The lab combined checks 1-3 into one task that resulted in either a removing or leaving an explanatory variable based on if it helped or hurt the relationship of explaining the dependent (Meth Lab Density) variable.  Below are snap-shots of working through each of the 6 questions.  The order of answering these six questions is very important!

Question 1 - Are independent variables helping or hurting my model?
This task involved checking to see that all of the explanatory variables have statistically significant coefficients (value > 0.4).  Two columns, Probability, and Robust Probability measure coefficient statistical significance. An asterisk next to the probability tells you the coefficient is significant. If a variable is not significant, it is not helping the model, and unless I thought the particular variable is critical, I removed it. When the Koenker (BP) statistic is statistically significant, you can only trust the Robust Probability column to determine if a coefficient is significant or not. Small probabilities are “better” (more significant) than large probabilities.
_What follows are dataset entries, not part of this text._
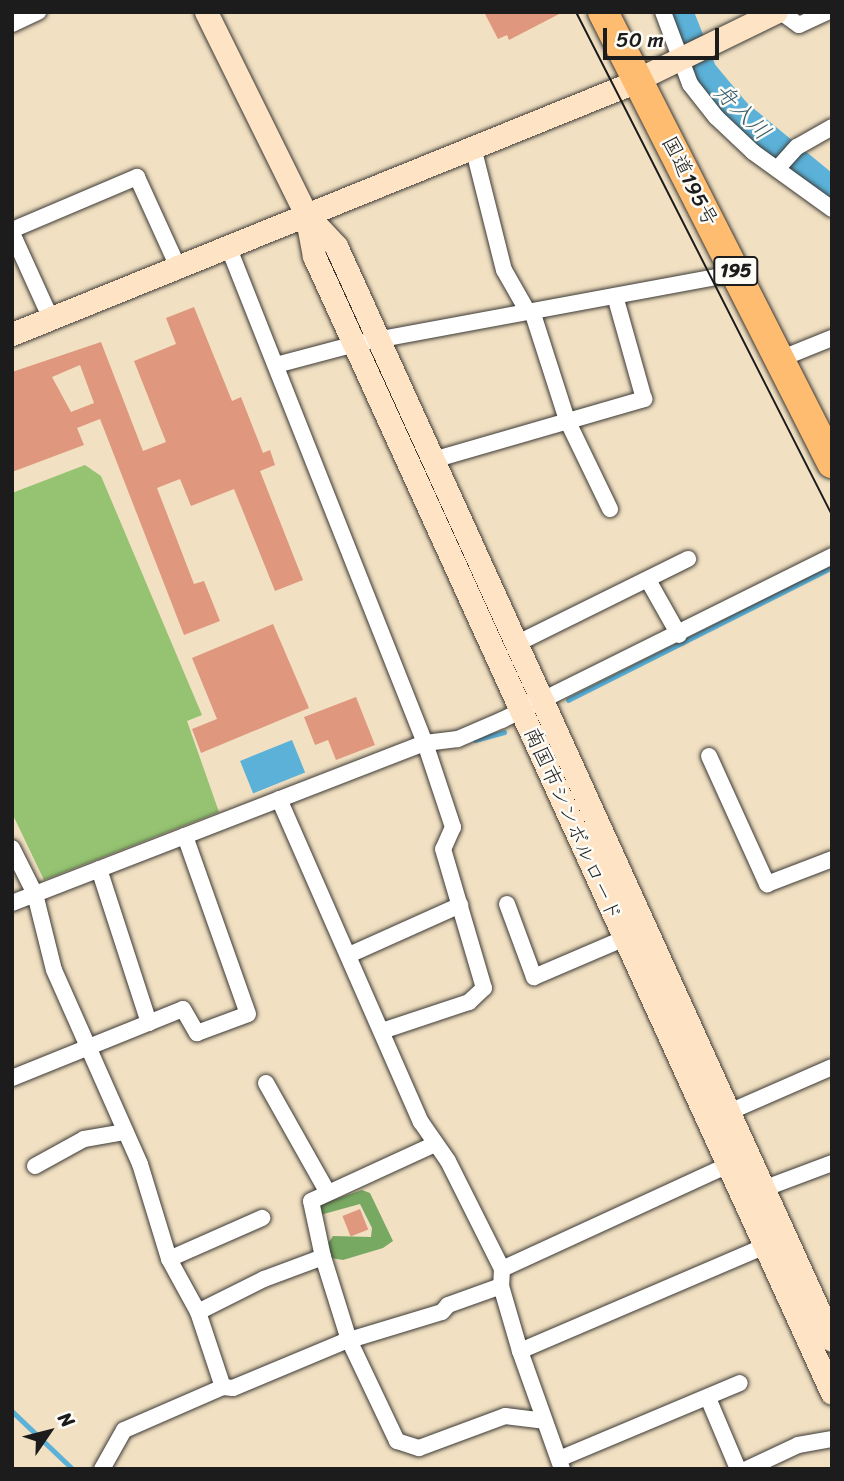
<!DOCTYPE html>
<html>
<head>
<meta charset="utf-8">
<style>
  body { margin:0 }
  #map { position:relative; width:844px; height:1481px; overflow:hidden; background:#f1e0c2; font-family:Sriracha,"Klee One",sans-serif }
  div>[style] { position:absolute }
  .green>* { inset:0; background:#95c371 }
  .forest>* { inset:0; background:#78a963 }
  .water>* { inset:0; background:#5bb1d8; transform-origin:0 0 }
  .stream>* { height:4.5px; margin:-2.25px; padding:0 2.25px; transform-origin:2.25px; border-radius:2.25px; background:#5bb1d8 }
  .river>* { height:28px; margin:-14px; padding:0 14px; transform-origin:14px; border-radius:14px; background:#5bb1d8 }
  .building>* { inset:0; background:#df987d; transform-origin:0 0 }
  .roads { filter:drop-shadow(0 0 2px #3c3935) drop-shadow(0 0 2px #3c3935) }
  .street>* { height:16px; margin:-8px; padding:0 8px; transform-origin:8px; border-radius:8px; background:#fff }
  .secondary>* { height:23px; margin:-11.5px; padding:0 11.5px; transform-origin:11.5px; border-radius:11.5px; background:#fee4c5 }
  .highway>* { height:30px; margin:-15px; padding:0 15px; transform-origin:15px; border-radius:15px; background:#fdbc6f }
  .tram>* { height:2px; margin:-1px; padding:0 1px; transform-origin:1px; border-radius:1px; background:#1c1c1c }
  span { translate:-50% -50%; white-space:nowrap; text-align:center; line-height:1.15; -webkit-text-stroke:5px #fdfcf7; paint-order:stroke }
  .shield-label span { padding:2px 5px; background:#fdfcf7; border:2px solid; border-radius:5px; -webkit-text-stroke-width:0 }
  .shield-label { font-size:19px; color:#1c1c1c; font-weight:700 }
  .street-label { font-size:21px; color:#1c1c1c }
  .water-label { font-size:23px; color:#385f71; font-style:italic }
  .frame { position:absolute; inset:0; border:14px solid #1c1c1c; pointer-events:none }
  .north { position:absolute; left:14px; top:1397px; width:70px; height:70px; -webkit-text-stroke:5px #fdfcf7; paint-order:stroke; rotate:55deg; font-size:19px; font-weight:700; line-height:28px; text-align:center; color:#1c1c1c }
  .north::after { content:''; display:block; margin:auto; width:24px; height:32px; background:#1c1c1c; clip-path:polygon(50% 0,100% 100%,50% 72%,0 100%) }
  .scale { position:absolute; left:603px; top:28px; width:116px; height:32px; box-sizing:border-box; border:4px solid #1c1c1c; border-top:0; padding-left:9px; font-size:21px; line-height:24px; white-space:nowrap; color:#1c1c1c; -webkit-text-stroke:5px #fdfcf7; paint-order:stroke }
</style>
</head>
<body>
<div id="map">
  <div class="green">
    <i style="clip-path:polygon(85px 465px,101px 476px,202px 715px,187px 721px,219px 812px,44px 880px,12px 813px,12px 493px)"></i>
  </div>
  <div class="forest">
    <i style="clip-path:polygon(362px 1190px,370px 1193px,393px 1241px,383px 1248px,343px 1260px,331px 1258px,327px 1245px,333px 1236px,371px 1237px,372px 1228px,360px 1204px,320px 1215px,319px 1205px)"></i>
  </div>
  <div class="water">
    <i style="left:292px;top:740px;width:35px;height:56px;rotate:68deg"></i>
  </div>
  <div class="stream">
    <i style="left:568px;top:700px;width:296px;rotate:-26.7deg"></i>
    <i style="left:475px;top:740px;width:30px;rotate:-15deg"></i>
    <i style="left:12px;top:1411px;width:84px;rotate:43.6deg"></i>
  </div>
  <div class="river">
    <i style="left:679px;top:12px;width:65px;rotate:68.2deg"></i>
    <i style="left:703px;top:72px;width:53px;rotate:50.3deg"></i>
    <i style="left:737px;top:113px;width:123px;rotate:39.4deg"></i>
  </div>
  <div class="building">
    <i style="clip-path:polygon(484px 12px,563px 12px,509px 40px,507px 35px,498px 39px)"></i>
    <i style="clip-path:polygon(evenodd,194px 307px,232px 401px,241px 397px,263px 453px,270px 450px,275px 465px,260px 471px,303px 580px,275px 591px,234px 489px,191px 506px,180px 479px,157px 488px,194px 584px,204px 581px,220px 621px,184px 635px,100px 419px,77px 428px,84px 445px,12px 472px,12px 372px,101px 342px,143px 451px,166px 442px,134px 361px,176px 344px,166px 318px,194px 307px,80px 365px,94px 403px,71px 412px,52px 377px,80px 365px)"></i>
    <i style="clip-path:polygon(273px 624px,309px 708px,201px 753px,192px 729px,217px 719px,192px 658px)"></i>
    <i style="clip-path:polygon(356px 697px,375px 745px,336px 760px,328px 740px,315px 745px,304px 717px)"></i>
    <i style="left:360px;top:1209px;width:22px;height:19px;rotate:68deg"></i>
  </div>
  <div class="roads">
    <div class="street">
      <i style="left:663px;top:12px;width:77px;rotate:69.4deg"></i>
      <i style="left:690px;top:84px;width:42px;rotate:51.8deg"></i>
      <i style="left:716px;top:117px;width:51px;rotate:43.4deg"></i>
      <i style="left:753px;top:152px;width:97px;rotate:35.8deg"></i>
      <i style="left:781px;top:12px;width:22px;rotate:36deg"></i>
      <i style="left:799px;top:25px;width:31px;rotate:-25deg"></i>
      <i style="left:12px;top:24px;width:29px;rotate:-25deg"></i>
      <i style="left:473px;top:147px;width:127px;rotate:75.9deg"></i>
      <i style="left:504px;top:270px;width:48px;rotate:60.3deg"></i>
      <i style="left:777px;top:169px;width:30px;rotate:-48deg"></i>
      <i style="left:797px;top:147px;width:40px;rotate:-29.7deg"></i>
      <i style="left:12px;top:230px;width:136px;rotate:-23deg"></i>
      <i style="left:137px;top:177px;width:99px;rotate:65.5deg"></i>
      <i style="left:12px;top:233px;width:94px;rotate:65.6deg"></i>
      <i style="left:228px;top:246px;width:535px;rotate:68.38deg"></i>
      <i style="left:425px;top:743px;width:89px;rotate:71.6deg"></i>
      <i style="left:453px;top:827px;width:24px;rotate:114deg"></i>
      <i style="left:443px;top:849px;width:145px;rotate:73.6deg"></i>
      <i style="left:484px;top:988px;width:21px;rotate:137deg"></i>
      <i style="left:469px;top:1002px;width:92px;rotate:161.6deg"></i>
      <i style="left:532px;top:311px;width:114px;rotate:72.2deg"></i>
      <i style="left:567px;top:420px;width:99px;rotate:64.2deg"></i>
      <i style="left:780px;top:359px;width:56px;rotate:-22deg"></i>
      <i style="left:276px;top:365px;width:82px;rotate:-14.9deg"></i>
      <i style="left:355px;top:344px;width:389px;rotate:-10.5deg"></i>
      <i style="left:433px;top:460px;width:220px;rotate:-16.1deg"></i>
      <i style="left:644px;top:399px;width:107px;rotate:-105.7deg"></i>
      <i style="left:648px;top:580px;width:63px;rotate:60.6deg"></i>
      <i style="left:516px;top:644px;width:192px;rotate:-26.3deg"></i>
      <i style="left:709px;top:756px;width:141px;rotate:65.6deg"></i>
      <i style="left:767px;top:884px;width:70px;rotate:-21deg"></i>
      <i style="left:279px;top:799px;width:353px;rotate:66.3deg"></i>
      <i style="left:421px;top:1122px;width:47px;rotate:55.3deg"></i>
      <i style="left:448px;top:1161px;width:121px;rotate:63.4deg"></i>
      <i style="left:502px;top:1269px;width:17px;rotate:93deg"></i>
      <i style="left:501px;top:1286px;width:68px;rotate:73.7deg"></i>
      <i style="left:520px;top:1351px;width:125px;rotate:70.4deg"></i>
      <i style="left:12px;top:848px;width:51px;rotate:63.4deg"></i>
      <i style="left:35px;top:894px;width:78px;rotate:76deg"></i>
      <i style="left:54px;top:970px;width:212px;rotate:66.1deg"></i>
      <i style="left:140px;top:1164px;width:99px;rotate:73deg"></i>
      <i style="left:169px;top:1259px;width:60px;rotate:61.3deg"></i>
      <i style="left:198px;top:1312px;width:79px;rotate:71.6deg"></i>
      <i style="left:223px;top:1387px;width:108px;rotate:156.5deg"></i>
      <i style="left:124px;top:1430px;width:45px;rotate:119.4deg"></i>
      <i style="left:99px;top:869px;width:162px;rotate:72deg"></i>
      <i style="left:12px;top:903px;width:443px;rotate:-21.2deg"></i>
      <i style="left:425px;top:743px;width:33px;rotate:-7deg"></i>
      <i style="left:458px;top:739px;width:48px;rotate:-23.4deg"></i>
      <i style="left:502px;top:720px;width:369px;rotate:-26.4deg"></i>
      <i style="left:507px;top:904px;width:78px;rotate:69.7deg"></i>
      <i style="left:534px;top:977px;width:99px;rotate:-23.2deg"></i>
      <i style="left:349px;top:955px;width:122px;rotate:-24.2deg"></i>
      <i style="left:12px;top:1078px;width:184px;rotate:-22deg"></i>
      <i style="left:183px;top:1009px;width:28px;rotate:60deg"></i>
      <i style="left:197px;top:1033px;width:54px;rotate:-20.4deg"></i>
      <i style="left:248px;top:1014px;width:189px;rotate:-109.5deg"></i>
      <i style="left:266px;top:1083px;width:126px;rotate:60.6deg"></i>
      <i style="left:720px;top:1116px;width:122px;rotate:-23.6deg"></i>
      <i style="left:35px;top:1166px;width:56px;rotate:-28.9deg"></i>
      <i style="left:84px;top:1139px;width:42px;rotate:-9.7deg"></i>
      <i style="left:763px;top:1189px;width:74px;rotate:-20.6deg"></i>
      <i style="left:323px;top:1257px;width:87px;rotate:72.6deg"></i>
      <i style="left:349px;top:1340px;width:112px;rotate:64.6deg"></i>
      <i style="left:397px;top:1441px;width:23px;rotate:18deg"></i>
      <i style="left:419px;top:1448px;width:92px;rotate:-20.4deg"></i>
      <i style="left:505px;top:1416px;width:39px;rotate:7deg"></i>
      <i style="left:169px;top:1259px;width:102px;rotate:-23.8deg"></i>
      <i style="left:502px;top:1269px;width:249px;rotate:-24.7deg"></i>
      <i style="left:198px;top:1312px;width:74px;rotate:-26.6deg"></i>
      <i style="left:264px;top:1279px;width:63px;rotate:-20.4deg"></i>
      <i style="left:323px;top:1257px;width:57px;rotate:-102.1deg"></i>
      <i style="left:311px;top:1201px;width:136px;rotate:-24.7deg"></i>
      <i style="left:520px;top:1351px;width:267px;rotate:-23.2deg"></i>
      <i style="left:223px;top:1387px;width:10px;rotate:6deg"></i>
      <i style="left:233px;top:1388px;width:119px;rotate:-22.7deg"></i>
      <i style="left:343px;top:1342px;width:103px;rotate:-16.9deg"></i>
      <i style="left:442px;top:1312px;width:9px;rotate:-49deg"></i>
      <i style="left:448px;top:1305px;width:56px;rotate:-19.7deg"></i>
      <i style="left:708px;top:1398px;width:77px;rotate:67.1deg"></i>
      <i style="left:559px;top:1459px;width:196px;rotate:-22.8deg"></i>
      <i style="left:747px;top:1469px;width:56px;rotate:-25.2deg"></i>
      <i style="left:798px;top:1445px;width:35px;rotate:-10deg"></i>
    </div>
    <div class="secondary">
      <i style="left:206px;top:12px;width:225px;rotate:63.7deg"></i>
      <i style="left:306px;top:214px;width:43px;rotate:79.2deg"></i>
      <i style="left:314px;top:256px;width:1249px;rotate:65.51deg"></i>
      <i style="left:306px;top:214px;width:44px;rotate:46.8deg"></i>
      <i style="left:336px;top:246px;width:1201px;rotate:65.61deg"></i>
      <i style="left:12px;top:334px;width:658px;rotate:-22.04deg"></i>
      <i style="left:622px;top:87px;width:171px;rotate:-26deg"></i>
    </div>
    <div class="highway">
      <i style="left:603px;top:12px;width:506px;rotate:63.08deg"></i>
    </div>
  </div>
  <div class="tram">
    <i style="left:576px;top:12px;width:564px;rotate:63.03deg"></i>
  </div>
  <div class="shield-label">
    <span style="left:736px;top:271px">195</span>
  </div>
  <div class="street-label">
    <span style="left:690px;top:181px;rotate:63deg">国道195号</span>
    <span style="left:573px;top:824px;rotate:66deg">南国市シンボルロード</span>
  </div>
  <div class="water-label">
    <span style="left:742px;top:112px;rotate:45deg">舟入川</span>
  </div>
  <div class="frame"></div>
  <div class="north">N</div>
  <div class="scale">50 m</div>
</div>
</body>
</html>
Question 2 - Is the relationship between the independent and dependent variables what I expected?
This task involved checking to see that each coefficient value has the “expected” sign and not indicating a slope of zero.  A positive coefficient indicates the relationship is positive; a negative coefficient means the relationship is negative.  In the beginning, I noticed lots of high negative and positive values which I used to weigh my decision to keep the variable.  I used lower values as my clue to remove the variable.  And when considering the variable, I would ask myself, does this value seem reasonable for this variable to either increase or decrease the MLD.

Question 3 - Are there redundant explanatory variables?
This task involved checking for redundancy among the explanatory variables. If the VIF value (variance inflation factor) for any of your variables is larger than about 7.5 (smaller is definitely better), it means that one or more variables are telling the same story. This leads to an over-count type of bias. I used large VIF values to weigh my decision to remove the variable.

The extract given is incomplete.